Items from a dataset:
* * * *
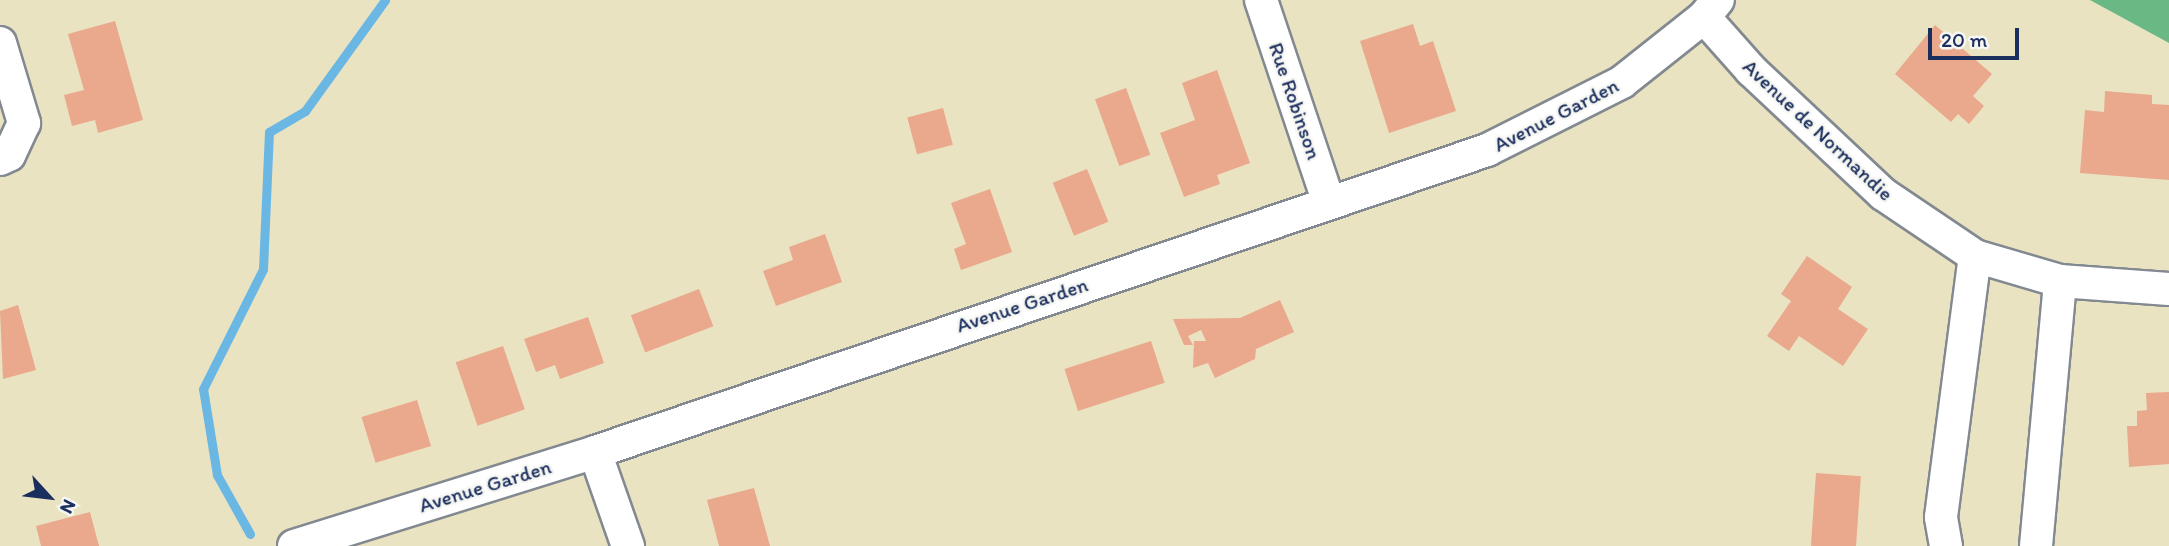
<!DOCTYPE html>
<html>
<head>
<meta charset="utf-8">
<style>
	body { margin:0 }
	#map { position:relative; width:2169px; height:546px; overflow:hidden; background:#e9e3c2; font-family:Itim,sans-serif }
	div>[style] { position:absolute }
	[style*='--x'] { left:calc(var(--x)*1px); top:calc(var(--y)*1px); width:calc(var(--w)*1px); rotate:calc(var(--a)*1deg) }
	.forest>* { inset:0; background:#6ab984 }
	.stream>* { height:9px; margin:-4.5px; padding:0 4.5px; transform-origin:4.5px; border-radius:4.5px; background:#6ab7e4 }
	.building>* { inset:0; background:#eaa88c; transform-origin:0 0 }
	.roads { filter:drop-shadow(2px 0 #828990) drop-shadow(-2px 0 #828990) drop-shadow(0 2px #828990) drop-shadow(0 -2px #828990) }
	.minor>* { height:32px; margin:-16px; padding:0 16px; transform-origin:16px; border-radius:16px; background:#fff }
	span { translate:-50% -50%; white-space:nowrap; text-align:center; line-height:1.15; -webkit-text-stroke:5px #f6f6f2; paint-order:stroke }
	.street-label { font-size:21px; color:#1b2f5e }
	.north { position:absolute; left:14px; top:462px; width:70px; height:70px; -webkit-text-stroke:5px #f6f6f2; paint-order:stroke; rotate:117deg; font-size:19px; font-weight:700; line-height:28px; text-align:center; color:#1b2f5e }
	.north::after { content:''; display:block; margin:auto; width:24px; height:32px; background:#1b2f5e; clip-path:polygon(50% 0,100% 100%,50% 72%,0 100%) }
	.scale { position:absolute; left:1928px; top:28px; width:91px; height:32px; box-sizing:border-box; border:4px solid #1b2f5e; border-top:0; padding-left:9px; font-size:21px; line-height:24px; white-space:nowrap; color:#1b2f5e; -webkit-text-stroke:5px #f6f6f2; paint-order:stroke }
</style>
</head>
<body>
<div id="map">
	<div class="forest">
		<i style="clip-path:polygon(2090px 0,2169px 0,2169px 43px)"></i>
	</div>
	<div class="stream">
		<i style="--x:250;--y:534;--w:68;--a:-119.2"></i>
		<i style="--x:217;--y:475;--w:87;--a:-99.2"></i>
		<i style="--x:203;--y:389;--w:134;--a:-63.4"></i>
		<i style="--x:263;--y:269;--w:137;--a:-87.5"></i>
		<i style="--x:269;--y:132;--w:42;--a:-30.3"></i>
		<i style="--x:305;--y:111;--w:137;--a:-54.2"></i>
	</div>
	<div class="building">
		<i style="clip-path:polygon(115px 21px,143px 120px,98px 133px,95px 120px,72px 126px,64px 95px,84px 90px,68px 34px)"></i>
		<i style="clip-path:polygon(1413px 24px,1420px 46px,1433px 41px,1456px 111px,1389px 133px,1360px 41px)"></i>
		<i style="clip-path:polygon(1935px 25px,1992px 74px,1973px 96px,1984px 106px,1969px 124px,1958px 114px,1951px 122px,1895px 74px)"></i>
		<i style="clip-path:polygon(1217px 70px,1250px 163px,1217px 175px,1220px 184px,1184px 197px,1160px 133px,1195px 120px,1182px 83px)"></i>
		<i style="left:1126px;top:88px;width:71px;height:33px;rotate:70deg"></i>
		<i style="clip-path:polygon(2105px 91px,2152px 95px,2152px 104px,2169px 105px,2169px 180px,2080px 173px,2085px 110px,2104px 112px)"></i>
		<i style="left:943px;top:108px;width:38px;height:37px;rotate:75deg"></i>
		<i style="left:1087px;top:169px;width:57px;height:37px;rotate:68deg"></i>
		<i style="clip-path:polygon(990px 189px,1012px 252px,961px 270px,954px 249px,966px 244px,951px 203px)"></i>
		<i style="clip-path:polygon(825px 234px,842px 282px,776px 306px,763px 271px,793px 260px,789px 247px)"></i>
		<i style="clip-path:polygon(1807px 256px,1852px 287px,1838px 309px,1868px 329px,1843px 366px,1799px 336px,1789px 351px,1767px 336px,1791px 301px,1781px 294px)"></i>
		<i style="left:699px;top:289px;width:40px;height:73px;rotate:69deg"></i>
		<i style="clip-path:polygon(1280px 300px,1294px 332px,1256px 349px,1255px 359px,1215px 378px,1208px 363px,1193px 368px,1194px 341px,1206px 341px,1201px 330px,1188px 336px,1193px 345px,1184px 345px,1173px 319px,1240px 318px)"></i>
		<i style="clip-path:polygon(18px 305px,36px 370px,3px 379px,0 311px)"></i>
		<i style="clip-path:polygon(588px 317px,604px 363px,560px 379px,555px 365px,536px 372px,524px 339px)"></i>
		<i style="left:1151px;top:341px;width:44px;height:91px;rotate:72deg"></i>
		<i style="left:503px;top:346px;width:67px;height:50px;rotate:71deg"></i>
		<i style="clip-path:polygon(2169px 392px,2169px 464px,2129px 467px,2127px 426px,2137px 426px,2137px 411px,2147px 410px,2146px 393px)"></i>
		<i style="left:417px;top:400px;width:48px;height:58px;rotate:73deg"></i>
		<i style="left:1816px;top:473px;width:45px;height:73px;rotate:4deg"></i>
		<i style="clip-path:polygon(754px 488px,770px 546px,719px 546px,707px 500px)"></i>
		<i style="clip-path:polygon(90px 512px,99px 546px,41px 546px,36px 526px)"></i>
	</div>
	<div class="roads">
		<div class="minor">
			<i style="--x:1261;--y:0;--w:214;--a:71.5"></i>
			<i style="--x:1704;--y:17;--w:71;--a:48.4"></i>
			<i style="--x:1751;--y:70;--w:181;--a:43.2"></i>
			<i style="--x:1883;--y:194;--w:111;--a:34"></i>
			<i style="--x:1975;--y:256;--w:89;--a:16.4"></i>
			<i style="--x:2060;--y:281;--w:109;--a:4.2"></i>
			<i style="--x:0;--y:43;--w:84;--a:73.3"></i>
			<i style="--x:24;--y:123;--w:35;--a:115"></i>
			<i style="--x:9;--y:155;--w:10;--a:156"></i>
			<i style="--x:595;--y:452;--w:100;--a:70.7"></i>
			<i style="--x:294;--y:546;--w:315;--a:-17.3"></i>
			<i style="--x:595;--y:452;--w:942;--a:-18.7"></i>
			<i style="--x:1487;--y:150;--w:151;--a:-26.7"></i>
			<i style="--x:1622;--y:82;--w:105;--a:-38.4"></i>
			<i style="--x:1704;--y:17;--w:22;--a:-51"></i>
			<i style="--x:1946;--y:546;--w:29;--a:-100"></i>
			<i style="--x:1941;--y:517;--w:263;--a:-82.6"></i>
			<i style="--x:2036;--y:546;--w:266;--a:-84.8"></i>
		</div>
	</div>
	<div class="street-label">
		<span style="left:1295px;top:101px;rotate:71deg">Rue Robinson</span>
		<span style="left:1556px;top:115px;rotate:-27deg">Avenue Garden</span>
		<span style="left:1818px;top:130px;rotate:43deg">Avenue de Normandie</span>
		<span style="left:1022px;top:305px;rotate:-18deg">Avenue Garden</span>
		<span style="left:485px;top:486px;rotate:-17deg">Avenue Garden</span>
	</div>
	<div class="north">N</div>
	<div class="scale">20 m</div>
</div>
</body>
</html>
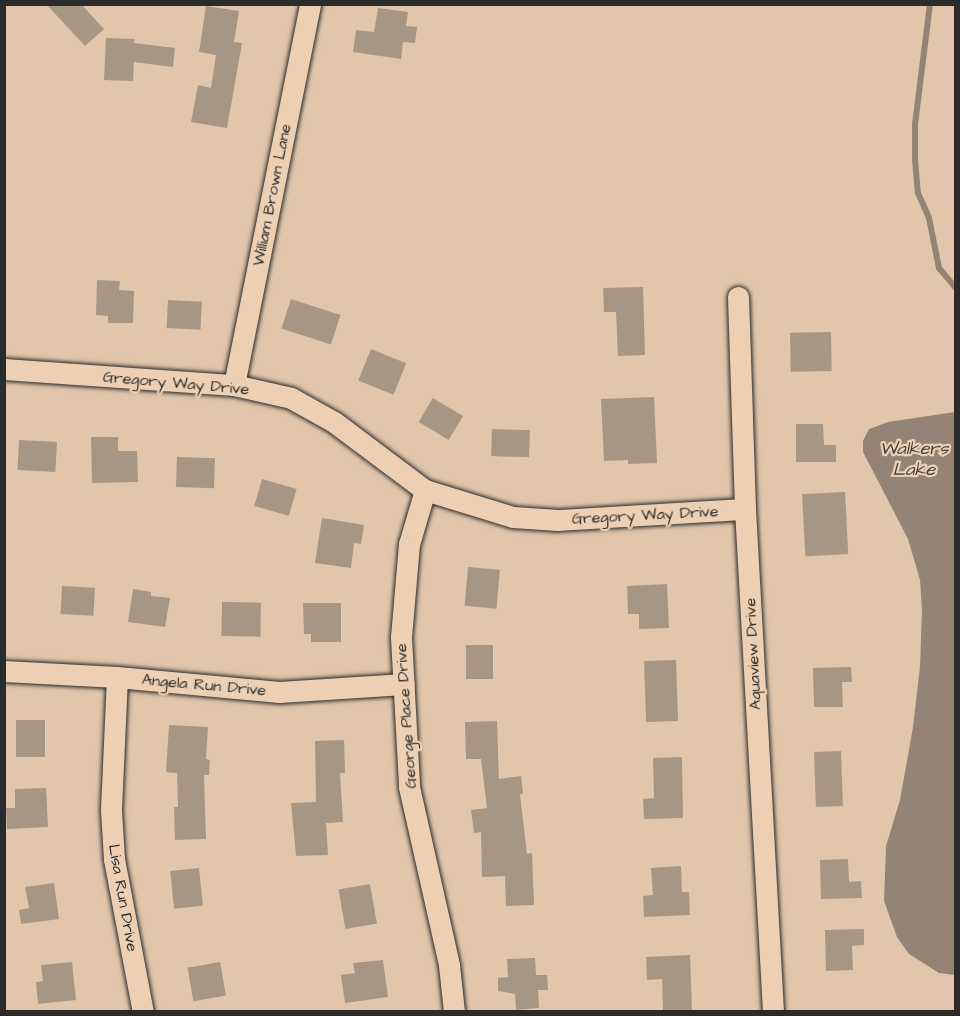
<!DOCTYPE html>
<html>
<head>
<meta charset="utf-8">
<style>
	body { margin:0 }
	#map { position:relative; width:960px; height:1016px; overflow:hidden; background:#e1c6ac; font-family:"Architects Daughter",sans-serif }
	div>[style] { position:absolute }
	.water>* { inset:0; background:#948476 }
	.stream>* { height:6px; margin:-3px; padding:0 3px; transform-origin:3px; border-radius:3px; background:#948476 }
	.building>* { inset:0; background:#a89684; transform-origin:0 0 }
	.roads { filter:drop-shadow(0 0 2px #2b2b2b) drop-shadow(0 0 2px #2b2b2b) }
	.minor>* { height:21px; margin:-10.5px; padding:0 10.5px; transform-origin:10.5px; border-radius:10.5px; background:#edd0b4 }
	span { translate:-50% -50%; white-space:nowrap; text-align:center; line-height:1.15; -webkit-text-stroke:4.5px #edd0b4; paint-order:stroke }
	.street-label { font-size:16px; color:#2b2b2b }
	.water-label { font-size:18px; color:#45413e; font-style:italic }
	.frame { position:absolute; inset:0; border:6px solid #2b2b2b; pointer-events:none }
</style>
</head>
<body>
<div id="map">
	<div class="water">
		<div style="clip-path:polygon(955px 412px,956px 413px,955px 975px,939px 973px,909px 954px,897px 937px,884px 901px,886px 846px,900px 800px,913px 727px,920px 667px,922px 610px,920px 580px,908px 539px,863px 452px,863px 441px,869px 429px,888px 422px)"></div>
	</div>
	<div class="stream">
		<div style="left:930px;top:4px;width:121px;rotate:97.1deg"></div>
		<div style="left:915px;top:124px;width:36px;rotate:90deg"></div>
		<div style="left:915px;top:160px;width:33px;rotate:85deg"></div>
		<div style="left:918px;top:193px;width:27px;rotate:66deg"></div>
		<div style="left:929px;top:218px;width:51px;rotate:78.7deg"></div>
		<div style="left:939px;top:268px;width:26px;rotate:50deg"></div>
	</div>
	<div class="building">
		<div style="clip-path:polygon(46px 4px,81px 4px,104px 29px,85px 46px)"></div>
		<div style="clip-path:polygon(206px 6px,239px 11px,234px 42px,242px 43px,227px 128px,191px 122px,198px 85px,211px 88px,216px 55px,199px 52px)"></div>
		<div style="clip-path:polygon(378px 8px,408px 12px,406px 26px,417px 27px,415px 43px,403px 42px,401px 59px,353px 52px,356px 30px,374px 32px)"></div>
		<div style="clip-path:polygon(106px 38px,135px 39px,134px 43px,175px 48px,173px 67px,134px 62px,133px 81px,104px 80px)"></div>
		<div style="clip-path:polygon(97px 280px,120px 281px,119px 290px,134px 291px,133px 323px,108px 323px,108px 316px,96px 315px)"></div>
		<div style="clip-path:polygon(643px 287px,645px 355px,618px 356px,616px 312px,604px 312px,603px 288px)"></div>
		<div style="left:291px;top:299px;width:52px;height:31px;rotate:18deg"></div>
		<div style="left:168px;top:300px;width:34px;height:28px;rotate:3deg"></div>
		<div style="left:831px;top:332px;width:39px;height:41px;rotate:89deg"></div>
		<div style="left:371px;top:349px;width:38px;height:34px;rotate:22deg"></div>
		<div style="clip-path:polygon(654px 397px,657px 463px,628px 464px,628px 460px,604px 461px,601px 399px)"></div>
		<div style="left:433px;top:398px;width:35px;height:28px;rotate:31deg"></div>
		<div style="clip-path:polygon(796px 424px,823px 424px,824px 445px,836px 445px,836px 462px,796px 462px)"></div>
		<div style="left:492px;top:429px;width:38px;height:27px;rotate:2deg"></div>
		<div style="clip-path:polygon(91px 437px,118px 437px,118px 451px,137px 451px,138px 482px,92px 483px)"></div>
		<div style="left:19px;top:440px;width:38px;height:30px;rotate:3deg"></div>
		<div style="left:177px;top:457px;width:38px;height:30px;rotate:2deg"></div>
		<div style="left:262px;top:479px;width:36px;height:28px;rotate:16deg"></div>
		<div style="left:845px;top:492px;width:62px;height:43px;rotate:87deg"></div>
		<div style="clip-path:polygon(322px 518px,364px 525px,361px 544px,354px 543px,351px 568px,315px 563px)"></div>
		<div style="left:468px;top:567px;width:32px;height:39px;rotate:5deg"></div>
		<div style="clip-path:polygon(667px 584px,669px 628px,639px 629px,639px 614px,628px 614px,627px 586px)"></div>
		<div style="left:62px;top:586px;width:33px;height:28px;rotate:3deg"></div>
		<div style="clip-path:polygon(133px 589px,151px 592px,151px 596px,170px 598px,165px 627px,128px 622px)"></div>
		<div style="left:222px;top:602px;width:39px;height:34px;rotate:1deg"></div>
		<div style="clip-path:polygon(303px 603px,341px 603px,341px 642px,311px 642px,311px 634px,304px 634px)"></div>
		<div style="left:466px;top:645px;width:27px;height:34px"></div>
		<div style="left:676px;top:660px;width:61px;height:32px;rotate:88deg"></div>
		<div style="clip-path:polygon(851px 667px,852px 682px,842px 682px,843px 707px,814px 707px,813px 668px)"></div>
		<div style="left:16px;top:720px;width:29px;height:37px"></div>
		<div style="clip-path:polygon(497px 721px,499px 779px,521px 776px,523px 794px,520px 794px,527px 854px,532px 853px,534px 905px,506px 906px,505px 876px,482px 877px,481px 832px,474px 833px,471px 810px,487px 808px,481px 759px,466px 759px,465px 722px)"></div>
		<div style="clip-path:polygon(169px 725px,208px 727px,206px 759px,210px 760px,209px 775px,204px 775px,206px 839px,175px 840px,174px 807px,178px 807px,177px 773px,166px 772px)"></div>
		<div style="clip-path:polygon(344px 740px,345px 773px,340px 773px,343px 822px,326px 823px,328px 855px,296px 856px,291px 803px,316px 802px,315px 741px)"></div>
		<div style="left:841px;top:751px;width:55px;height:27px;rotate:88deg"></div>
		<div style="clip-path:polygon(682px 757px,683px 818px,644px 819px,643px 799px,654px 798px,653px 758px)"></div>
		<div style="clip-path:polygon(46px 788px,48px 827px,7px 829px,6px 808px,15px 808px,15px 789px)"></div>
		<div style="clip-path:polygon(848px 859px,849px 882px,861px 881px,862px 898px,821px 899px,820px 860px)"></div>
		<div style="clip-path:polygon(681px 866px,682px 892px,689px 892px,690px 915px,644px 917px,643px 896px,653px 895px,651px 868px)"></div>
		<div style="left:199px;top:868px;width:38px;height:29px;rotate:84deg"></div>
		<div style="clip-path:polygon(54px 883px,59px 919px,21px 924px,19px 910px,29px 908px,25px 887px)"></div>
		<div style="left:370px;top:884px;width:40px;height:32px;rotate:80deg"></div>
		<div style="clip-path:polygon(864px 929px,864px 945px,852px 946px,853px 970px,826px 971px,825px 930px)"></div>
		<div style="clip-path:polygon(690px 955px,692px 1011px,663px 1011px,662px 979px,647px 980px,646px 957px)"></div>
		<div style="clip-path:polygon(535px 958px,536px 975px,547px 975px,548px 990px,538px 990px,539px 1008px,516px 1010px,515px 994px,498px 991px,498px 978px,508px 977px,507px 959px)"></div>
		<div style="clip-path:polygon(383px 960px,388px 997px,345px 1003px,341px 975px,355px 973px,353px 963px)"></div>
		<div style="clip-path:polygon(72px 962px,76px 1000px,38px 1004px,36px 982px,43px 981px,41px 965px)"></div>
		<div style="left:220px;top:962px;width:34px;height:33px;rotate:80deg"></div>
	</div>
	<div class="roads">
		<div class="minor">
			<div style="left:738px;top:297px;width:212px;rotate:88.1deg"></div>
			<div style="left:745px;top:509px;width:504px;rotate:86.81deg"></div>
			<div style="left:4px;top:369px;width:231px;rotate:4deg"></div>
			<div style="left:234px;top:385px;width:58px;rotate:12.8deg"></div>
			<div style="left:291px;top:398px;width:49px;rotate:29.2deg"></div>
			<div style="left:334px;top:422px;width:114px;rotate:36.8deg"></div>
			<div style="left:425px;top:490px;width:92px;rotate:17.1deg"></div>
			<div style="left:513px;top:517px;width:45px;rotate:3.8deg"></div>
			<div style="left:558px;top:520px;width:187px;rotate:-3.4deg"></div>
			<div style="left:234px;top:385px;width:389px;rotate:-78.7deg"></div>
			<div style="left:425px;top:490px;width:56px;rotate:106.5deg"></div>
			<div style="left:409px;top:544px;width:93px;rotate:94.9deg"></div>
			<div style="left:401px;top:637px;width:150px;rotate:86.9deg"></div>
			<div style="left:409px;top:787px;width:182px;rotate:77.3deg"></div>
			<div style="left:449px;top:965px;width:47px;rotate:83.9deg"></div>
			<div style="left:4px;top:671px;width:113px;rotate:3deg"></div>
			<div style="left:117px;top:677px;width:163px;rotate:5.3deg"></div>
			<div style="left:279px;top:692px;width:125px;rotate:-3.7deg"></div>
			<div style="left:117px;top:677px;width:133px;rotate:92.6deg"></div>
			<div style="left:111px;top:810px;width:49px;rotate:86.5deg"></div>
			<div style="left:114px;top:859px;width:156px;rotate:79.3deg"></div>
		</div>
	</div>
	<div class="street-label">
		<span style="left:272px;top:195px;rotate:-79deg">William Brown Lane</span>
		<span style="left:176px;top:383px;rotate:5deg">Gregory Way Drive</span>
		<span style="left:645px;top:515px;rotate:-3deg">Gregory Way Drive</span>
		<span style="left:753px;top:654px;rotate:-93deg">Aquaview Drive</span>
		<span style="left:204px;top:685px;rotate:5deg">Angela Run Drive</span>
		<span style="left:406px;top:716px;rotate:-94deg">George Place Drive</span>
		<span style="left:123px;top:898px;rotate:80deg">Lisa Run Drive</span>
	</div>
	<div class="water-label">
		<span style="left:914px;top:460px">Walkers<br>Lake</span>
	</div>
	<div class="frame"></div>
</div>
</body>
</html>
* * * *
→ TASK TO COMPLETE
The lines to be transcribed are those from the first line of the data above through the line holding "height:9px; margin:-4.5px; padding:0", inclusive; copy them exactly and only, leaving out the pictures.

→ EXPECTED ANSWER
<!DOCTYPE html>
<html>
<head>
<meta charset="utf-8">
<style>
	body { margin:0 }
	#map { position:relative; width:2169px; height:546px; overflow:hidden; background:#e9e3c2; font-family:Itim,sans-serif }
	div>[style] { position:absolute }
	[style*='--x'] { left:calc(var(--x)*1px); top:calc(var(--y)*1px); width:calc(var(--w)*1px); rotate:calc(var(--a)*1deg) }
	.forest>* { inset:0; background:#6ab984 }
	.stream>* { height:9px; margin:-4.5px; padding:0 4.5px; transform-origin:4.5px; border-radius:4.5px; background:#6ab7e4 }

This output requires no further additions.